# First Time to Aruba



## gnipgnop (Jul 22, 2009)

We are leaving next month for our first visit to Aruba.  I have so many questions I hardly know where to begin.......
well, lets start here:
1.  Is there anything we need to know about going through customs?  We have our passports and were in Maxico a couple of years ago.  Anything different we should be prepared for in Aruba?
2.  Are taxi's easily available at the airport or are there other means of transportation to our resort that might be better to use?
3.  Credit card or cash? (Travelers checks?) 

For now that is enough but if you can think of anything we should be aware of please let me know.  As always, thanks so much for all your help.


----------



## gorevs9 (Jul 22, 2009)

gnipgnop said:


> We are leaving next month for our first visit to Aruba.  I have so many questions I hardly know where to begin.......
> well, lets start here:
> 1.  Is there anything we need to know about going through customs?  We have our passports and were in Maxico a couple of years ago.  Anything different we should be prepared for in Aruba?
> 2.  Are taxi's easily available at the airport or are there other means of transportation to our resort that might be better to use?
> ...


It's been a couple years since I've been to Aruba, so if anything has changed, it will be corrected by a fellow TUGGER.  So here goes...

1.  I found going through customs was pretty painless, though you may have to wait in line a bit.  On your return, we went through US customs in Aruba, so we did not have to go through customs in the states.  I assume you can still do that, but we needed to be at the airport 3-4 hours before our departure flight.

2.  Plenty of taxis at the airport.  Fares are set by the gov't and are by zone.
Within the same zone was $10, into the next zone was $20, and if you went two zones it was $30 (only three zones).  Buses around the hotel area were also plentiful and pretty cheap as well.  We did not rent a car and had no problems.  If you need a car for a day trip, then you can probably get one at your hotel.

3.  Cash (US Dollars) or credit card works equally well.

Be sure to take the Jolly Pirate (or Jolly Roger) sunset cruise.

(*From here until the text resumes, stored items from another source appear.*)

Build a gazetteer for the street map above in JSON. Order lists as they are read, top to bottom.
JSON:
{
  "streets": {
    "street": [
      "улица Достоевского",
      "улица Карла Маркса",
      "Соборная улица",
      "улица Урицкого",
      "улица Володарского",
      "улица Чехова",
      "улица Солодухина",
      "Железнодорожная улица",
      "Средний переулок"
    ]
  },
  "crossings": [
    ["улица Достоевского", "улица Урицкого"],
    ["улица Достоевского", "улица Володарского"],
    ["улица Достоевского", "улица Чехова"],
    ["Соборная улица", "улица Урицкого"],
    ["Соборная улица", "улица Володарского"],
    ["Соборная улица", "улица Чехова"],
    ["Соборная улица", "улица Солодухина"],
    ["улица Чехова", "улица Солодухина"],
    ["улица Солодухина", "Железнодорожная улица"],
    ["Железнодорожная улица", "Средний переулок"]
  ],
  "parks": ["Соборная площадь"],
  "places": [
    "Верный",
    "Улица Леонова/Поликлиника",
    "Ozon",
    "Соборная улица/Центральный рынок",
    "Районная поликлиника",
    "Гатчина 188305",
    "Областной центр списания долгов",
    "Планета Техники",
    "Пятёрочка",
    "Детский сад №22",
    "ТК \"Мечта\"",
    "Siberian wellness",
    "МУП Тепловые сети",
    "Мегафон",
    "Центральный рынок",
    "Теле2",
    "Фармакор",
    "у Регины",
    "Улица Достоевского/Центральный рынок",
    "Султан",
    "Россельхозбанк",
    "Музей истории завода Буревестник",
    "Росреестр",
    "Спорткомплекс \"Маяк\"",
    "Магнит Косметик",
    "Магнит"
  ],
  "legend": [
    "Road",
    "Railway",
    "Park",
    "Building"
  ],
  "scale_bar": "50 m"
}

One other thing...don't forget the sunscreen.  Aruba can be a bit breezy and thus you may not feel the hot sun, but it is still there.


----------



## hotcoffee (Jul 22, 2009)

gnipgnop said:


> We are leaving next month for our first visit to Aruba.  I have so many questions I hardly know where to begin.......
> well, lets start here:
> 1.  Is there anything we need to know about going through customs?  We have our passports and were in Maxico a couple of years ago.  Anything different we should be prepared for in Aruba?
> 2.  Are taxi's easily available at the airport or are there other means of transportation to our resort that might be better to use?
> ...



We recently got back from Aruba.  It was our first time also.  I had asked a lot of questions prior to going.  It turned out to be fairly easy.  We rented a car rather than used taxis.  However, we saw taxis everywhere.  Did not look like there would be any issues getting one.

Customs was fairly painless.  All they really did on arrival was stamp our passports.  They did not ask any questions.  There were a bunch of lines going into several customs counters.  So, our wait was not long.  It was more of any issue coming back home.  First, you go to the ticket counter to check your luggage and get your boarding passes.  Then you go through Aruban security (which is just like going through US security).  Then, you have to get your luggage and go through US customs (where they do ask some questions).  Then you check you luggage again.  Then, you go through US security.  Finally, you go to your gate.  Three hours was more than enough time for us.

They take American money everywhere.  Cash registers in stores usually display the exchange rate and US costs.  You don't need to worry about exchanging money at all.  Most places take credit cards also.

They drive on the right side of the road; so, if you rent a car, you will have no issues driving.  I experienced some impatient drivers there.  They seem to like to go fast.  But, others do not mention this.  Rental cars are a little beat-up compared to those you might expect to rent in the US.  Gasoline is expensive.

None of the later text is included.